Transform HL7v2 data to FHIR R4 with $convert-data and Azure Data Factory

Note

In May 2024 we released a stand-alone FHIR converter API decoupled from the FHIR service and packaged as a container (Docker) image for preview. In addition to enabling you to convert data from the source of record to FHIR R4 bundles, the FHIR converter offers many net new capabilities, such as:

  • Bidirectional data conversion from source of record to FHIR R4 bundles and back. For example, the FHIR converter can convert data from FHIR R4 format back to HL7v2 format.
  • Improved experience for customization of default Liquid templates.
  • Samples that demonstrate how to create an ETL (extract, transform, load) pipeline with Azure Data Factory (ADF).

To implement the FHIR converter container image, see the FHIR converter GitHub project.

In this article, we detail how to use Azure Data Factory (ADF) with the $convert-data operation to transform HL7v2 data to FHIR® R4. The transformed results are then persisted within an Azure storage account with Azure Data Lake Storage (ADLS) Gen2 capabilities.

Prerequisites

Before getting started, do these steps:

  1. Deploy an instance of the FHIR service. The FHIR service is used to invoke the $convert-data operation.

  2. By default, the ADF pipeline in this scenario uses the predefined templates provided by Microsoft for conversion. If your use case requires customized templates, set up your Azure Container Registry instance to host your own templates to be used for the conversion operation.

  3. Create storage accounts with Azure Data Lake Storage Gen2 (ADLS Gen2) capabilities by enabling a hierarchical namespace and container to store the data to read from and write to.

    You can create and use either one or separate ADLS Gen2 accounts and containers to:

    • Store the HL7v2 data to be transformed (for example: the source account and container the pipeline reads the data to be transformed from).
    • Store the transformed FHIR R4 bundles (for example: the destination account and container the pipeline writes the transformed result to).
    • Store the errors encountered during the transformation (for example: the destination account and container the pipeline writes execution errors to).
  4. Create an instance of ADF, which serves as a business logic orchestrator. Ensure that a system-assigned managed identity is enabled.

  5. Add the following Azure role-based access control (Azure RBAC) assignments to the ADF system-assigned managed identity:

Configure an Azure Data Factory pipeline

In this example, an ADF pipeline is used to transform HL7v2 data and persist transformed FHIR R4 bundle in a JSON file within the configured destination ADLS Gen2 account and container.

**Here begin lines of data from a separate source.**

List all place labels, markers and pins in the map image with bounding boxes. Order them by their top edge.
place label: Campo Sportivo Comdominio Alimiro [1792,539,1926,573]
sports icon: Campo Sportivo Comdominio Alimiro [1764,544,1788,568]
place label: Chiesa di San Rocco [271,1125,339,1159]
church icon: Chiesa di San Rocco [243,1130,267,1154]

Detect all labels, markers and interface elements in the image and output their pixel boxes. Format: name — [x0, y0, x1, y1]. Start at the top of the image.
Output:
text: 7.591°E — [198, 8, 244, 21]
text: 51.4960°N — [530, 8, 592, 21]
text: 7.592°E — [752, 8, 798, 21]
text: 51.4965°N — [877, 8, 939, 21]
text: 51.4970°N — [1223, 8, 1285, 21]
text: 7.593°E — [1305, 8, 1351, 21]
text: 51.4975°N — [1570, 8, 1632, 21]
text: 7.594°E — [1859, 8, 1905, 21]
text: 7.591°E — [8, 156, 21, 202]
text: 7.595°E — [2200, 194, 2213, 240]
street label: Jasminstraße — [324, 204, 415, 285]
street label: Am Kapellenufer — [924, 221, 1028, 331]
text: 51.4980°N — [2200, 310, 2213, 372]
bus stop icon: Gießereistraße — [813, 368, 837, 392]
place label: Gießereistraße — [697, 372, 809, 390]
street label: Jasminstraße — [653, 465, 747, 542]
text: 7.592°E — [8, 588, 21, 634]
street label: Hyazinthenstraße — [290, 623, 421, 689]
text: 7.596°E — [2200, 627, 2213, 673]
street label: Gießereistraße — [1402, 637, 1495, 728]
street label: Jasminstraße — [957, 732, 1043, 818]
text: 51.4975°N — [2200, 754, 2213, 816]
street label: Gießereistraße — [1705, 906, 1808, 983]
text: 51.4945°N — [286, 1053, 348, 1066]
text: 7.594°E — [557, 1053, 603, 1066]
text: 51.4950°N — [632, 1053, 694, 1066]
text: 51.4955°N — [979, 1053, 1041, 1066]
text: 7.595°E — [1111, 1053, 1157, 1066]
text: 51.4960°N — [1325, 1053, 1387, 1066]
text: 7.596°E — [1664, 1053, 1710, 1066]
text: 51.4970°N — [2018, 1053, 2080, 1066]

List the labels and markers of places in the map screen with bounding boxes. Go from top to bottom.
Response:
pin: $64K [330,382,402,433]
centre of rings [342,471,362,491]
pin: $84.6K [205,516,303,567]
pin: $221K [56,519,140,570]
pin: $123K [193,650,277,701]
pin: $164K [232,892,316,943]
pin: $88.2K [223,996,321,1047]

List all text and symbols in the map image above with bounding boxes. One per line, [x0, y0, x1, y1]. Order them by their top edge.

  1. From the Azure portal, open your Azure Data Factory instance and select Launch Studio to begin.

    Screenshot showing Azure Data Factory.

Create a pipeline

Azure Data Factory pipelines are a collection of activities that perform a task. This section details the creation of a pipeline that performs the task of transforming HL7v2 data to FHIR R4 bundles. Pipeline execution can be in an improvised fashion or regularly based on defined triggers.

  1. Select Author from the navigation menu. In the Factory Resources pane, select the + to add a new resource. Select Pipeline and then Template gallery from the menu.

    Screenshot showing the Artifacts screen for registering an Azure Container Registry with a FHIR service.

  2. In the Template gallery, search for HL7v2. Select the Transform HL7v2 health data to FHIR R4 format and write to ADLS Gen2 tile and then select Continue.

    Screenshot showing the search for the Transform HL7v2 health data to FHIR R4 format and write to ADLS Gen2 template.

  3. Select Use this template to create the new pipeline.

    Screenshot showing the Transform HL7v2 health data to FHIR R4 format and write to ADLS Gen2 template preview.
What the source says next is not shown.